About this exercise | Begin at the line containing "Parse the street" and copy each line exactly through the end of the records, leaving out what comes before.

Saved entries |
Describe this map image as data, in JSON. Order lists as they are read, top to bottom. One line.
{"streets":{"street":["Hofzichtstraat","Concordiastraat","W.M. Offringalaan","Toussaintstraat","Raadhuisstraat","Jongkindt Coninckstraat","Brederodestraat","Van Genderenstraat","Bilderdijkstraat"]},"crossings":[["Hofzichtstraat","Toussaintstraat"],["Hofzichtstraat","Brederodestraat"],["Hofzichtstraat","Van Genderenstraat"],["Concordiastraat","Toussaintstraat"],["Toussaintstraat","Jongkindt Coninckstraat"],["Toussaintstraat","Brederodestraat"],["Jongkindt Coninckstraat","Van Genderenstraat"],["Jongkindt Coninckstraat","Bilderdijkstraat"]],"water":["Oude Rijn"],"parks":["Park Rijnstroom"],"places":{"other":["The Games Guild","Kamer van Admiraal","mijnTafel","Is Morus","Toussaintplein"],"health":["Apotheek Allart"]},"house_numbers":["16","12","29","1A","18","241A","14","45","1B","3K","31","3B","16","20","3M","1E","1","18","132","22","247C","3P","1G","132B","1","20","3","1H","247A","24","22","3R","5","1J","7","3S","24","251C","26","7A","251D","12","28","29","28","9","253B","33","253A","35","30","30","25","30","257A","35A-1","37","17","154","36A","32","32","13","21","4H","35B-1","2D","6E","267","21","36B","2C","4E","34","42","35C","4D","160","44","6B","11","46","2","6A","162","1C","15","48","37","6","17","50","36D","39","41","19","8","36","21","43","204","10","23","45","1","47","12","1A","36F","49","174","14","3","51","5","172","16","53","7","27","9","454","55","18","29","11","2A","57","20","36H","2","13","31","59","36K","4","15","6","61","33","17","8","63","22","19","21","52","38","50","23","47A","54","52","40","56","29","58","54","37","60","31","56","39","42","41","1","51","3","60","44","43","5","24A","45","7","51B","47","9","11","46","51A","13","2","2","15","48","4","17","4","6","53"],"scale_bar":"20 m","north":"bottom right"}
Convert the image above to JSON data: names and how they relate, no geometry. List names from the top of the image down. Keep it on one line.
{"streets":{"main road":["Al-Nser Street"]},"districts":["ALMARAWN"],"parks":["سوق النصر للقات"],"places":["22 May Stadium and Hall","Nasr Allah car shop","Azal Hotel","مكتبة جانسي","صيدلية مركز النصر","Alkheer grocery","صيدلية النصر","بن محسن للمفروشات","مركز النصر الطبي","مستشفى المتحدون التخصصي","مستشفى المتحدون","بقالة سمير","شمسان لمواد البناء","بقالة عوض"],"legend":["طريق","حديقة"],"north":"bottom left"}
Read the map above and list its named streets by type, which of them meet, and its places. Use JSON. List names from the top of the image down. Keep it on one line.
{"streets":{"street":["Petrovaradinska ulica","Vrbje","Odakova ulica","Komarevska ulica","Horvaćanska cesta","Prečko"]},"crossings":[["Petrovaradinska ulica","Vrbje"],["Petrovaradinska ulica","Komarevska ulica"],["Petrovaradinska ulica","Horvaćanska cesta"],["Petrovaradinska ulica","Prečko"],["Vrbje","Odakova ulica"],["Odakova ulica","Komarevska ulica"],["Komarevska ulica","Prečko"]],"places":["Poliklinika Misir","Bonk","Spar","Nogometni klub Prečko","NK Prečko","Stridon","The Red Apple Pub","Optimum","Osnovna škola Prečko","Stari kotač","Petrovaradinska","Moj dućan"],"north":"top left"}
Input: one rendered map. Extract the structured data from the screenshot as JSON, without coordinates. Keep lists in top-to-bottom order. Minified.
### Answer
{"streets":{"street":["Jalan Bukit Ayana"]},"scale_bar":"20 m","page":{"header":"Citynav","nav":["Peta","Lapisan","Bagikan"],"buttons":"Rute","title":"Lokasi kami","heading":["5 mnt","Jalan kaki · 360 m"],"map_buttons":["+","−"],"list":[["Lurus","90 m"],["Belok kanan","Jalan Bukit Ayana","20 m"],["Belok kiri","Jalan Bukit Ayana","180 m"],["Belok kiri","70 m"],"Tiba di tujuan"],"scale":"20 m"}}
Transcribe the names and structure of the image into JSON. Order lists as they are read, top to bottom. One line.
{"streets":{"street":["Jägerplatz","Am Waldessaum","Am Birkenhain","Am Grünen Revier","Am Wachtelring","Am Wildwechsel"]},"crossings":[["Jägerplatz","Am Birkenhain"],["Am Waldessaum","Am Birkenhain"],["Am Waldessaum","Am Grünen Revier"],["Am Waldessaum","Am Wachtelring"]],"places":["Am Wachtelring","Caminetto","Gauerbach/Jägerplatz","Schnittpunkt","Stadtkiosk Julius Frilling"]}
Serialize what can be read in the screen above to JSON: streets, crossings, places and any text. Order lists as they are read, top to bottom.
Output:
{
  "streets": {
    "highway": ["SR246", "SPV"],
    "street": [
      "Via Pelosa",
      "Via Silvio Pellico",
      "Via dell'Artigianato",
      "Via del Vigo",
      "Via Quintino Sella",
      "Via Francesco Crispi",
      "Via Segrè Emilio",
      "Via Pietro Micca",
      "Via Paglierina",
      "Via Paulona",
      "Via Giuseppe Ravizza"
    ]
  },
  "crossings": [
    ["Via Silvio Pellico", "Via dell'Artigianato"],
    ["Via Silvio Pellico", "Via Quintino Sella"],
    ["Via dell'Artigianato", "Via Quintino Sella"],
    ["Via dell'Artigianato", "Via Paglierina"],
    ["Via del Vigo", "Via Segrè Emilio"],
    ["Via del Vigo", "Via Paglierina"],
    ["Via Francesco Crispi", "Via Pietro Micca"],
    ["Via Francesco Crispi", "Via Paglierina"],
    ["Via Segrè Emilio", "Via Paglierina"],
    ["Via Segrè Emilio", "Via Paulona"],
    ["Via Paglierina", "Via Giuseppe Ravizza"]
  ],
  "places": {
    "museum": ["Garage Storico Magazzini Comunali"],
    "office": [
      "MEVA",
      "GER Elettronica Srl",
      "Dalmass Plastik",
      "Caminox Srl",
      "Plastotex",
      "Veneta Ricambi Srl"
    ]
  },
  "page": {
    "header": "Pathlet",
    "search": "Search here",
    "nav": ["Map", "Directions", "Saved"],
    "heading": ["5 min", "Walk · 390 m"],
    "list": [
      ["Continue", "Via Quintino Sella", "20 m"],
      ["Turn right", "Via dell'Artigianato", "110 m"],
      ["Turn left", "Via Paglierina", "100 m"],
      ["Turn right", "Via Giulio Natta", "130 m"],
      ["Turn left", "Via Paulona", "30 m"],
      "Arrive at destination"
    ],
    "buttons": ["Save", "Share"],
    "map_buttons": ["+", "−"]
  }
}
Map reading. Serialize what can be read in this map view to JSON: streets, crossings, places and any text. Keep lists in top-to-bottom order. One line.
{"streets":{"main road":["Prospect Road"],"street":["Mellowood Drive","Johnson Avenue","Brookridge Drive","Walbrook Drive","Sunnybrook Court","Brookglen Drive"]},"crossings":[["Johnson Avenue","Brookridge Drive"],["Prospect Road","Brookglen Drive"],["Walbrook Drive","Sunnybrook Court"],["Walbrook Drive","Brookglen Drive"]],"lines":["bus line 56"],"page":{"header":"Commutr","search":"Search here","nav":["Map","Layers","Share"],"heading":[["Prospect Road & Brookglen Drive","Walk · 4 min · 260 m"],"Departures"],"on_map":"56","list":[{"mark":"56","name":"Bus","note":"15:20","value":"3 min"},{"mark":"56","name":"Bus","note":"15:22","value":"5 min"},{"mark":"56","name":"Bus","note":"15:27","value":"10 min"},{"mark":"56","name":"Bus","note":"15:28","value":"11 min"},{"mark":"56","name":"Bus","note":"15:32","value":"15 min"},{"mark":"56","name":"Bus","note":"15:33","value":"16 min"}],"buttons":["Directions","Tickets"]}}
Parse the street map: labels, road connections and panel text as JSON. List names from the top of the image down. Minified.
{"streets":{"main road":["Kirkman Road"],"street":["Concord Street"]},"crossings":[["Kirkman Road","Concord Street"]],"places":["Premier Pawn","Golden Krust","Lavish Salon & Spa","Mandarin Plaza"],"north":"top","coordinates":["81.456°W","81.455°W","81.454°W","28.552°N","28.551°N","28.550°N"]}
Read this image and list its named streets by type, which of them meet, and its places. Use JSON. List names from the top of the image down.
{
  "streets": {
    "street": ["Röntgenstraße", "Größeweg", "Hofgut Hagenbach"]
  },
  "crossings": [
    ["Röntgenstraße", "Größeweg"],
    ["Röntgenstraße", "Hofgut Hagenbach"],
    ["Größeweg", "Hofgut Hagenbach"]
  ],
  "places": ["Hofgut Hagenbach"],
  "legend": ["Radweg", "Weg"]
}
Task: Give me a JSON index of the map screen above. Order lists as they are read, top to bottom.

Written answer |
Parse the street map: labels, road connections and panel text as JSON. List names from the top of the image down. Minified.
{"streets":{"main road":["Kirkman Road"],"street":["Concord Street"]},"crossings":[["Kirkman Road","Concord Street"]],"places":["Premier Pawn","Golden Krust","Lavish Salon & Spa","Mandarin Plaza"],"north":"top","coordinates":["81.456°W","81.455°W","81.454°W","28.552°N","28.551°N","28.550°N"]}
Read this image and list its named streets by type, which of them meet, and its places. Use JSON. List names from the top of the image down.
{
  "streets": {
    "street": ["Röntgenstraße", "Größeweg", "Hofgut Hagenbach"]
  },
  "crossings": [
    ["Röntgenstraße", "Größeweg"],
    ["Röntgenstraße", "Hofgut Hagenbach"],
    ["Größeweg", "Hofgut Hagenbach"]
  ],
  "places": ["Hofgut Hagenbach"],
  "legend": ["Radweg", "Weg"]
}
Task: Give me a JSON index of the map screen above. Order lists as they are read, top to bottom.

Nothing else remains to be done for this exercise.